Available data:
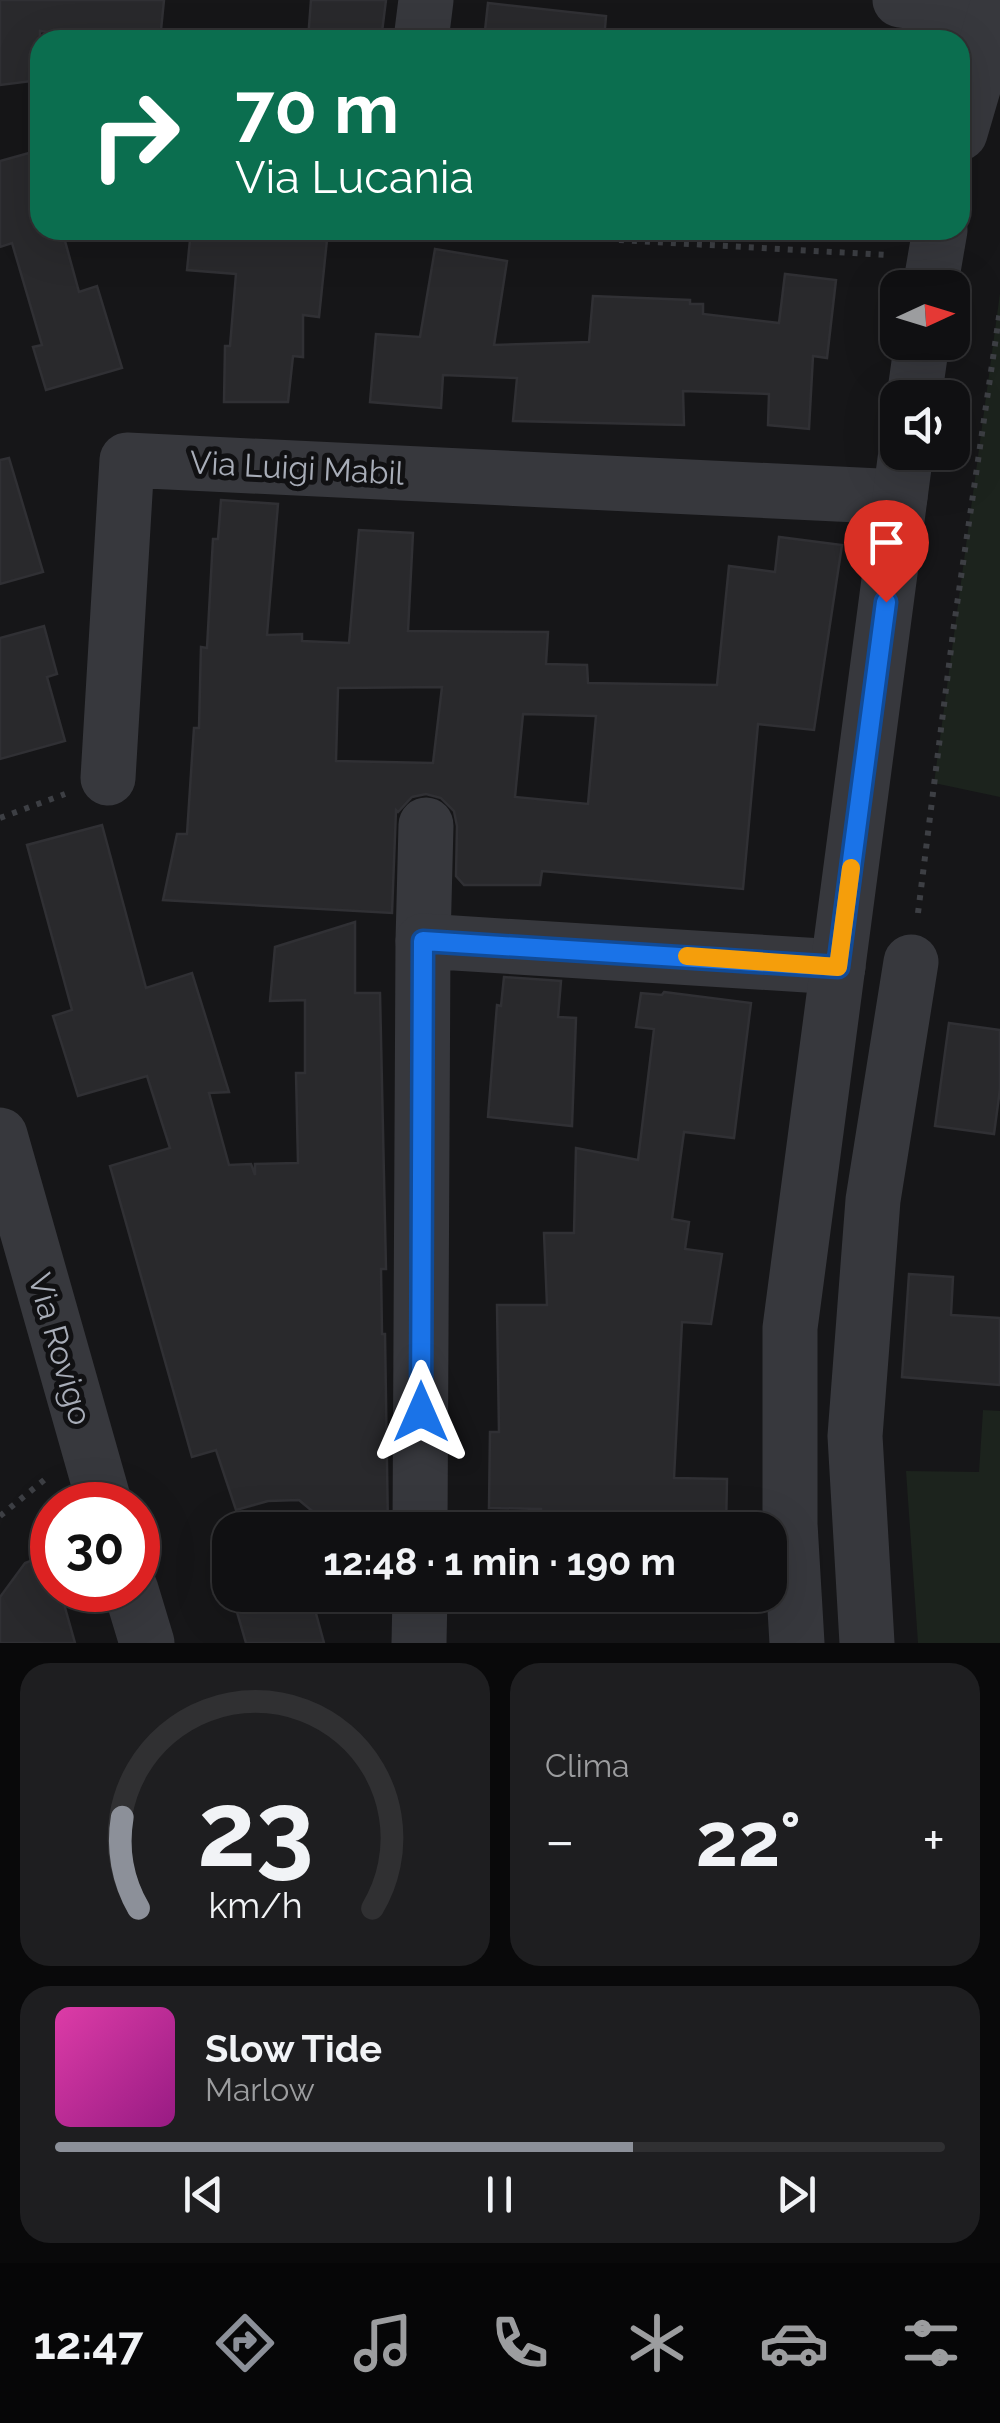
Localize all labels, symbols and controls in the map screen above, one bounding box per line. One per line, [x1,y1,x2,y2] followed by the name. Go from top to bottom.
[235,67,399,149] text: 70 m
[70,70,200,200] icon: right
[235,151,474,204] text: Via Lucania
[880,270,970,360] north arrow
[880,270,970,470] map controls
[880,380,970,470] button: sound
[189,443,405,492] street label: Via Luigi Mabil
[844,500,929,603] pin
[859,515,914,570] icon: arrive
[21,1269,100,1429] street label: Via Rovigo
[369,1360,473,1464] position arrow
[30,1482,160,1612] speed limit sign: 30
[323,1539,676,1584] text: 12:48 · 1 min · 190 m
[545,1747,629,1784] text: Clima
[197,1768,313,1890] text: 23
[696,1795,801,1884] text: 22°
[545,1808,575,1873] text: −
[922,1808,945,1873] text: +
[208,1884,302,1926] text: km/h
[205,2026,382,2071] text: Slow Tide
[205,2071,315,2108] text: Marlow
[176,2167,231,2222] icon: previous
[472,2167,527,2222] icon: pause
[769,2167,824,2222] icon: next
[210,2308,280,2378] icon: directions
[348,2308,418,2378] icon: music
[485,2308,555,2378] icon: phone
[622,2308,692,2378] icon: climate
[759,2308,829,2378] icon: car
[896,2308,966,2378] icon: filters
[34,2317,143,2370] text: 12:47

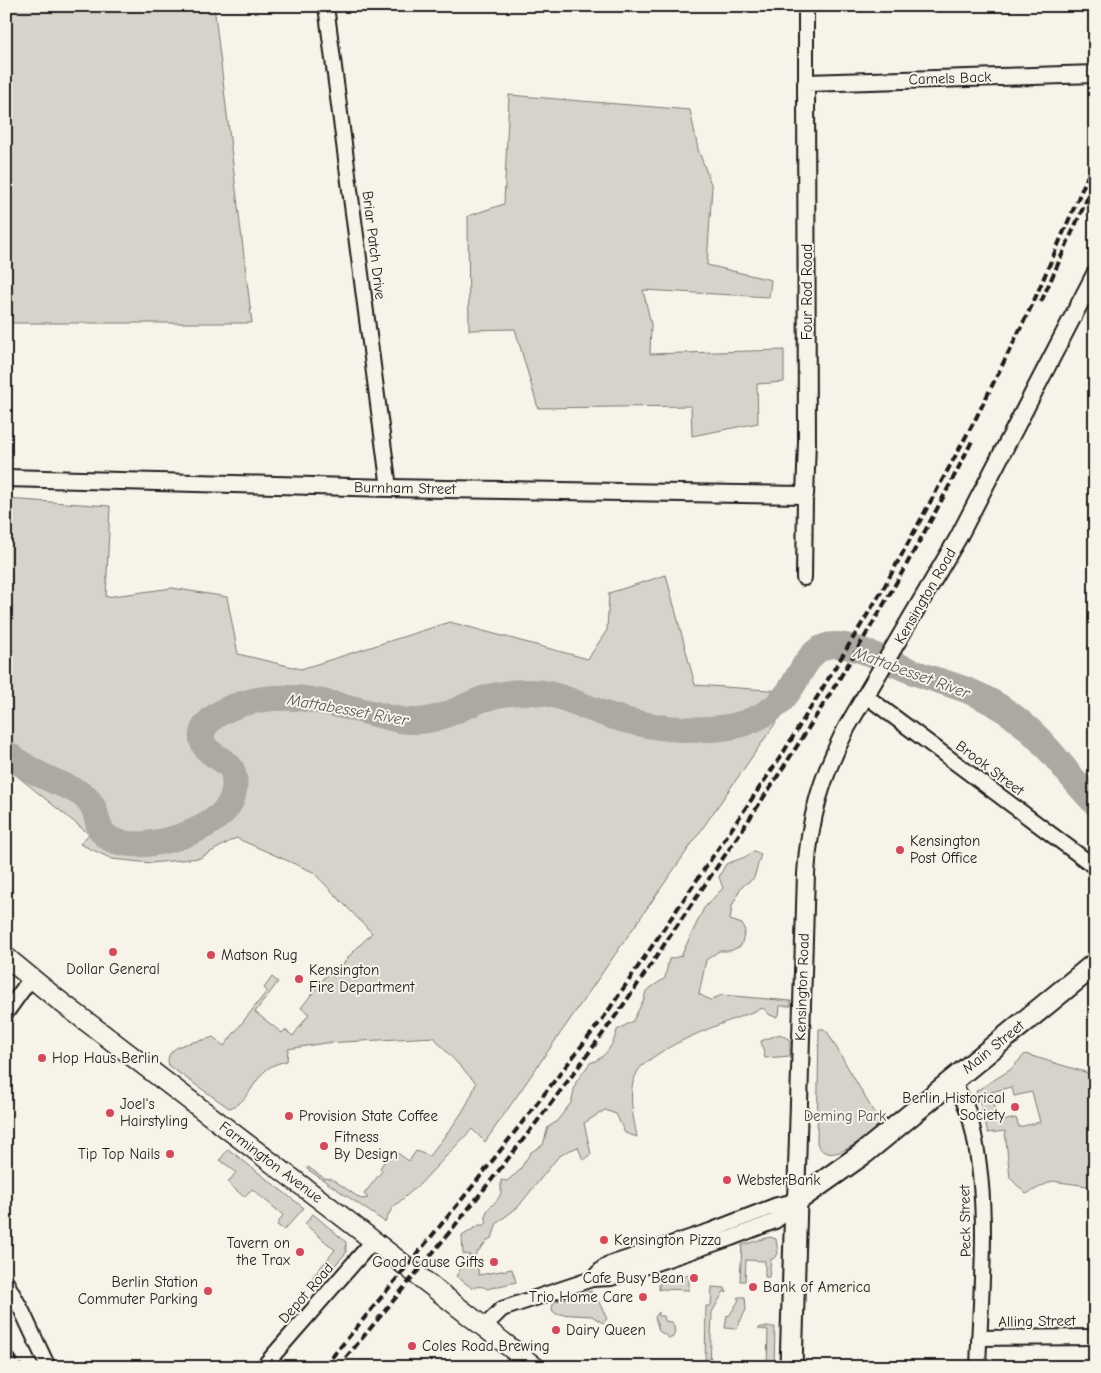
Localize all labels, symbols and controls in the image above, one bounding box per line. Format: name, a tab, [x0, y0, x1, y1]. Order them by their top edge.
street label: Camels Back	[908, 68, 992, 88]
street label: Briar Patch Drive	[358, 190, 390, 301]
street label: Four Rod Road	[798, 244, 816, 340]
street label: Burnham Street	[354, 478, 457, 498]
street label: Kensington Road	[890, 545, 960, 647]
water label: Mattabesset River	[850, 643, 973, 703]
water label: Mattabesset River	[285, 690, 410, 730]
street label: Brook Street	[952, 737, 1028, 800]
place label: Kensington Post Office	[910, 832, 980, 867]
marker: Kensington Post Office	[894, 844, 906, 856]
street label: Kensington Road	[791, 933, 813, 1041]
marker: Dollar General	[107, 946, 119, 958]
place label: Matson Rug	[221, 946, 298, 964]
marker: Matson Rug	[205, 949, 217, 961]
place label: Dollar General	[66, 960, 160, 978]
place label: Kensington Fire Department	[309, 961, 415, 996]
marker: Kensington Fire Department	[293, 973, 305, 985]
street label: Main Street	[958, 1016, 1028, 1077]
place label: Hop Haus Berlin	[52, 1049, 159, 1067]
marker: Hop Haus Berlin	[36, 1052, 48, 1064]
place label: Berlin Historical Society	[902, 1089, 1005, 1124]
place label: Joel's Hairstyling	[120, 1095, 188, 1130]
marker: Berlin Historical Society	[1009, 1101, 1021, 1113]
marker: Joel's Hairstyling	[104, 1107, 116, 1119]
place label: Provision State Coffee	[299, 1107, 438, 1125]
park label: Deming Park	[804, 1107, 887, 1125]
marker: Provision State Coffee	[283, 1110, 295, 1122]
street label: Farmington Avenue	[216, 1117, 326, 1207]
place label: Fitness By Design	[334, 1128, 398, 1163]
marker: Fitness By Design	[318, 1140, 330, 1152]
place label: Tip Top Nails	[78, 1145, 160, 1163]
marker: Tip Top Nails	[164, 1148, 176, 1160]
place label: WebsterBank	[737, 1171, 821, 1189]
marker: WebsterBank	[721, 1174, 733, 1186]
street label: Peck Street	[955, 1184, 975, 1257]
place label: Kensington Pizza	[614, 1231, 721, 1249]
place label: Tavern on the Trax	[227, 1234, 291, 1269]
marker: Kensington Pizza	[598, 1234, 610, 1246]
marker: Tavern on the Trax	[294, 1246, 306, 1258]
place label: Good Cause Gifts	[372, 1253, 484, 1271]
marker: Good Cause Gifts	[488, 1256, 500, 1268]
street label: Depot Road	[275, 1259, 337, 1327]
place label: Cafe Busy Bean	[583, 1269, 684, 1287]
marker: Cafe Busy Bean	[688, 1272, 700, 1284]
place label: Berlin Station Commuter Parking	[78, 1273, 198, 1308]
place label: Bank of America	[763, 1278, 871, 1296]
marker: Bank of America	[747, 1281, 759, 1293]
marker: Berlin Station Commuter Parking	[202, 1285, 214, 1297]
place label: Trio Home Care	[529, 1288, 633, 1306]
marker: Trio Home Care	[637, 1291, 649, 1303]
street label: Alling Street	[998, 1311, 1077, 1331]
place label: Dairy Queen	[566, 1321, 646, 1339]
marker: Dairy Queen	[550, 1324, 562, 1336]
place label: Coles Road Brewing	[422, 1337, 550, 1355]
marker: Coles Road Brewing	[406, 1340, 418, 1352]

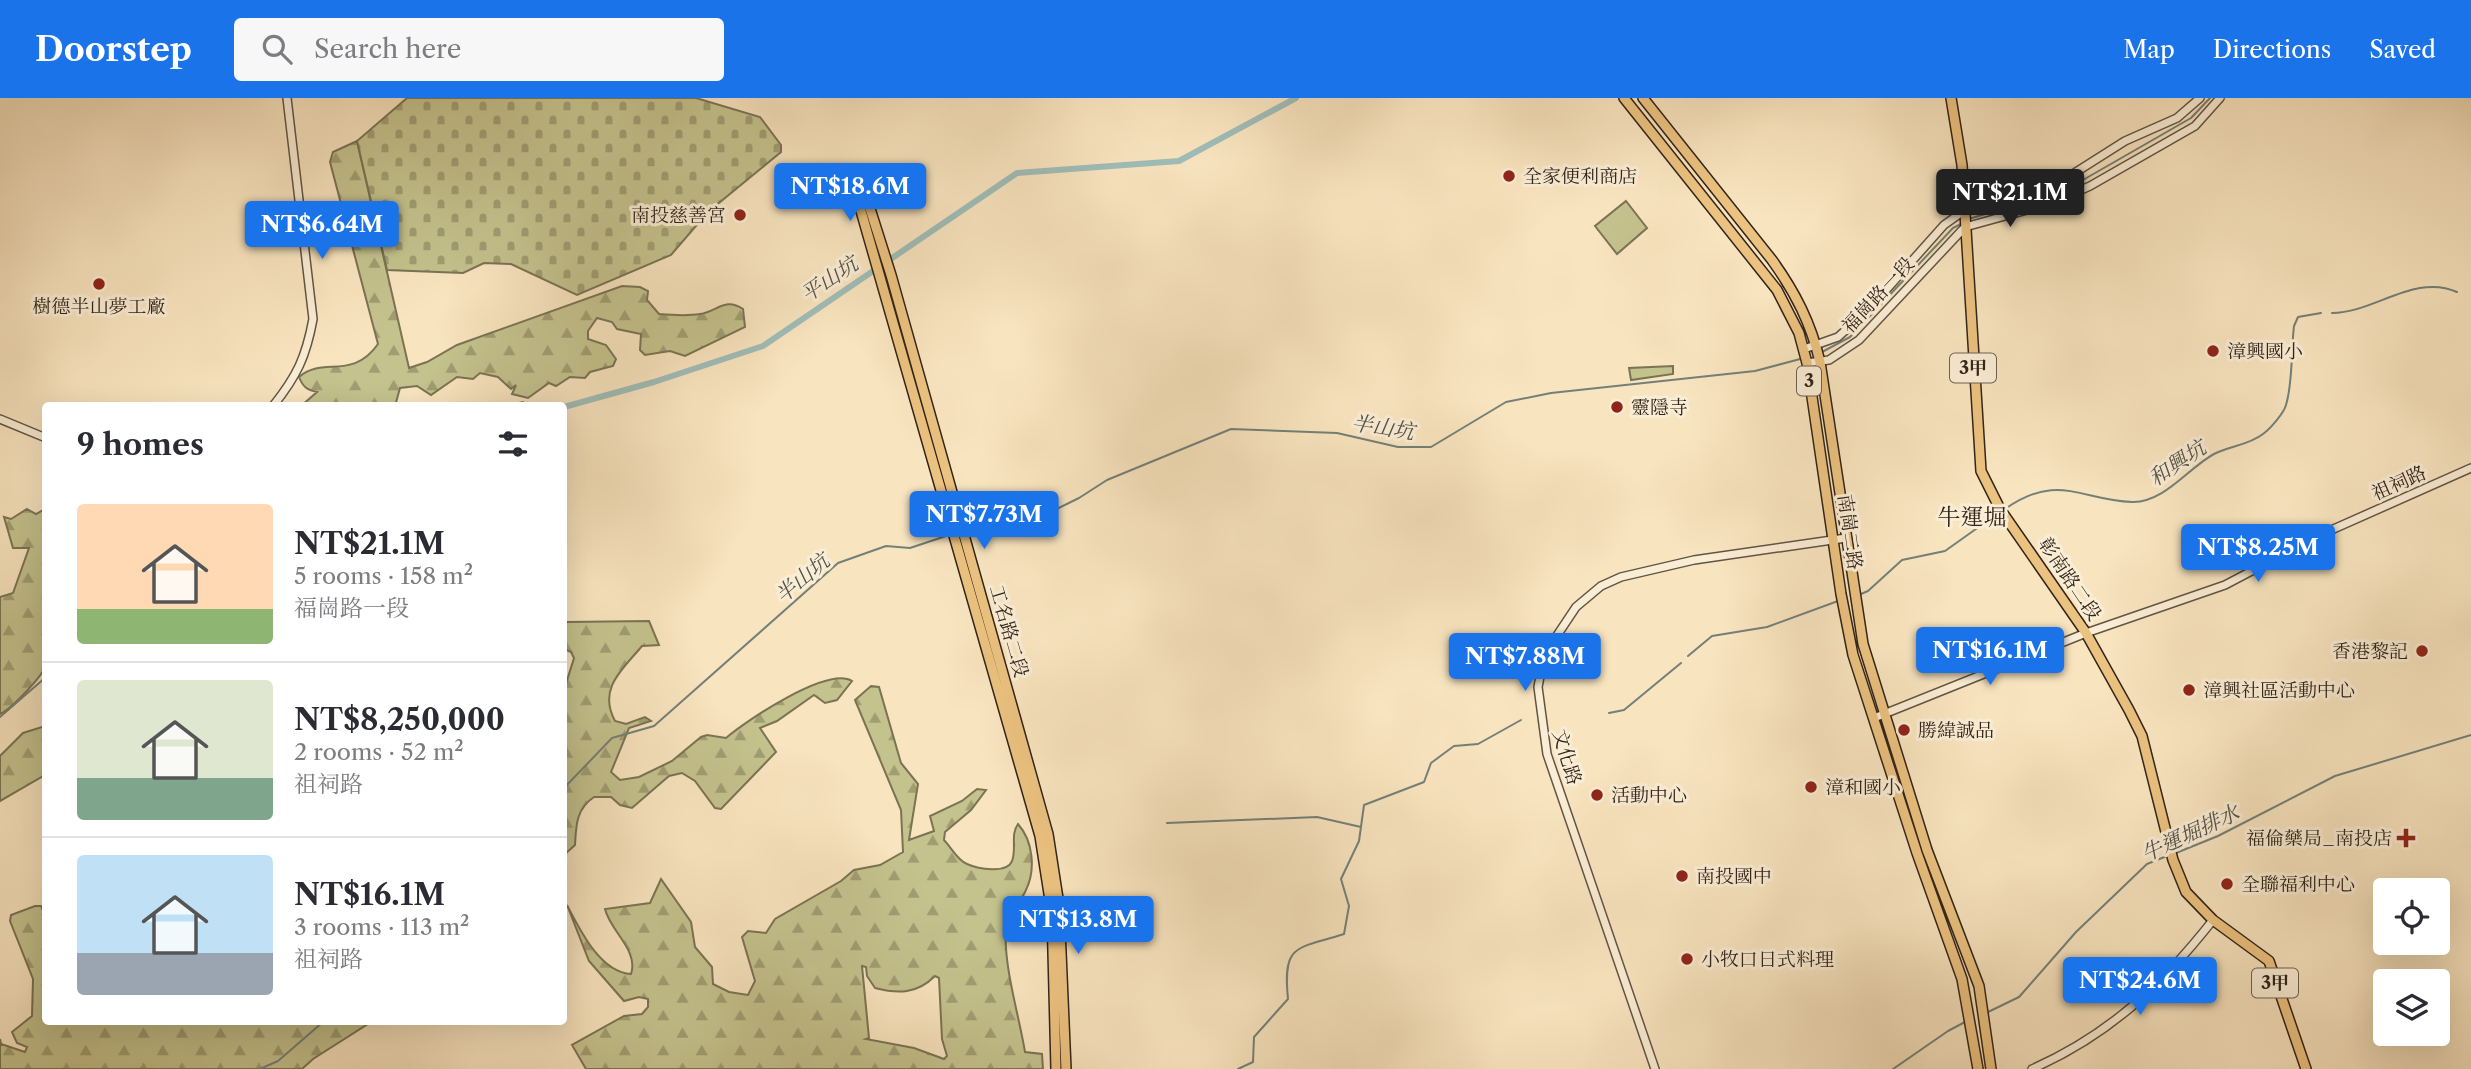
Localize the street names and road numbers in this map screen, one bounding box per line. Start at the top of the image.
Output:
street label: 福崗路一段 [1837,252,1919,338]
road number: 3甲 [1950,354,1996,382]
road number: 3 [1797,366,1821,396]
street label: 祖祠路 [2368,461,2430,505]
street label: 南崗二路 [1833,493,1867,571]
street label: 彰南路二段 [2034,533,2106,625]
street label: 工名路二段 [985,582,1033,680]
street label: 文化路 [1548,726,1586,788]
road number: 3甲 [2252,968,2298,998]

Prompt:
Print the listing exactly, minus its pictures.

Exercise answer:
Localize all labels, symbols and controls in the map screen above, one bounding box per line. One per line, [x1,y1,x2,y2] followed by the name. Go from top to bottom.
[235,67,399,149] text: 70 m
[70,70,200,200] icon: right
[235,151,474,204] text: Via Lucania
[880,270,970,360] north arrow
[880,270,970,470] map controls
[880,380,970,470] button: sound
[189,443,405,492] street label: Via Luigi Mabil
[844,500,929,603] pin
[859,515,914,570] icon: arrive
[21,1269,100,1429] street label: Via Rovigo
[369,1360,473,1464] position arrow
[30,1482,160,1612] speed limit sign: 30
[323,1539,676,1584] text: 12:48 · 1 min · 190 m
[545,1747,629,1784] text: Clima
[197,1768,313,1890] text: 23
[696,1795,801,1884] text: 22°
[545,1808,575,1873] text: −
[922,1808,945,1873] text: +
[208,1884,302,1926] text: km/h
[205,2026,382,2071] text: Slow Tide
[205,2071,315,2108] text: Marlow
[176,2167,231,2222] icon: previous
[472,2167,527,2222] icon: pause
[769,2167,824,2222] icon: next
[210,2308,280,2378] icon: directions
[348,2308,418,2378] icon: music
[485,2308,555,2378] icon: phone
[622,2308,692,2378] icon: climate
[759,2308,829,2378] icon: car
[896,2308,966,2378] icon: filters
[34,2317,143,2370] text: 12:47

Localize all labels, symbols and controls in the image above, one bounding box per line. Format: name, a tab, [x0, y0, x1, y1]. Order them by their top edge.
street label: Camels Back	[908, 68, 992, 88]
street label: Briar Patch Drive	[358, 190, 390, 301]
street label: Four Rod Road	[798, 244, 816, 340]
street label: Burnham Street	[354, 478, 457, 498]
street label: Kensington Road	[890, 545, 960, 647]
water label: Mattabesset River	[850, 643, 973, 703]
water label: Mattabesset River	[285, 690, 410, 730]
street label: Brook Street	[952, 737, 1028, 800]
place label: Kensington Post Office	[910, 832, 980, 867]
marker: Kensington Post Office	[894, 844, 906, 856]
street label: Kensington Road	[791, 933, 813, 1041]
marker: Dollar General	[107, 946, 119, 958]
place label: Matson Rug	[221, 946, 298, 964]
marker: Matson Rug	[205, 949, 217, 961]
place label: Dollar General	[66, 960, 160, 978]
place label: Kensington Fire Department	[309, 961, 415, 996]
marker: Kensington Fire Department	[293, 973, 305, 985]
street label: Main Street	[958, 1016, 1028, 1077]
place label: Hop Haus Berlin	[52, 1049, 159, 1067]
marker: Hop Haus Berlin	[36, 1052, 48, 1064]
place label: Berlin Historical Society	[902, 1089, 1005, 1124]
place label: Joel's Hairstyling	[120, 1095, 188, 1130]
marker: Berlin Historical Society	[1009, 1101, 1021, 1113]
marker: Joel's Hairstyling	[104, 1107, 116, 1119]
place label: Provision State Coffee	[299, 1107, 438, 1125]
park label: Deming Park	[804, 1107, 887, 1125]
marker: Provision State Coffee	[283, 1110, 295, 1122]
street label: Farmington Avenue	[216, 1117, 326, 1207]
place label: Fitness By Design	[334, 1128, 398, 1163]
marker: Fitness By Design	[318, 1140, 330, 1152]
place label: Tip Top Nails	[78, 1145, 160, 1163]
marker: Tip Top Nails	[164, 1148, 176, 1160]
place label: WebsterBank	[737, 1171, 821, 1189]
marker: WebsterBank	[721, 1174, 733, 1186]
street label: Peck Street	[955, 1184, 975, 1257]
place label: Kensington Pizza	[614, 1231, 721, 1249]
place label: Tavern on the Trax	[227, 1234, 291, 1269]
marker: Kensington Pizza	[598, 1234, 610, 1246]
marker: Tavern on the Trax	[294, 1246, 306, 1258]
place label: Good Cause Gifts	[372, 1253, 484, 1271]
marker: Good Cause Gifts	[488, 1256, 500, 1268]
street label: Depot Road	[275, 1259, 337, 1327]
place label: Cafe Busy Bean	[583, 1269, 684, 1287]
marker: Cafe Busy Bean	[688, 1272, 700, 1284]
place label: Berlin Station Commuter Parking	[78, 1273, 198, 1308]
place label: Bank of America	[763, 1278, 871, 1296]
marker: Bank of America	[747, 1281, 759, 1293]
marker: Berlin Station Commuter Parking	[202, 1285, 214, 1297]
place label: Trio Home Care	[529, 1288, 633, 1306]
marker: Trio Home Care	[637, 1291, 649, 1303]
street label: Alling Street	[998, 1311, 1077, 1331]
place label: Dairy Queen	[566, 1321, 646, 1339]
marker: Dairy Queen	[550, 1324, 562, 1336]
place label: Coles Road Brewing	[422, 1337, 550, 1355]
marker: Coles Road Brewing	[406, 1340, 418, 1352]

Localize the street names and road numbers in this map screen, one bounding box per line. Start at the top of the image.
Output:
street label: 福崗路一段 [1837,252,1919,338]
road number: 3甲 [1950,354,1996,382]
road number: 3 [1797,366,1821,396]
street label: 祖祠路 [2368,461,2430,505]
street label: 南崗二路 [1833,493,1867,571]
street label: 彰南路二段 [2034,533,2106,625]
street label: 工名路二段 [985,582,1033,680]
street label: 文化路 [1548,726,1586,788]
road number: 3甲 [2252,968,2298,998]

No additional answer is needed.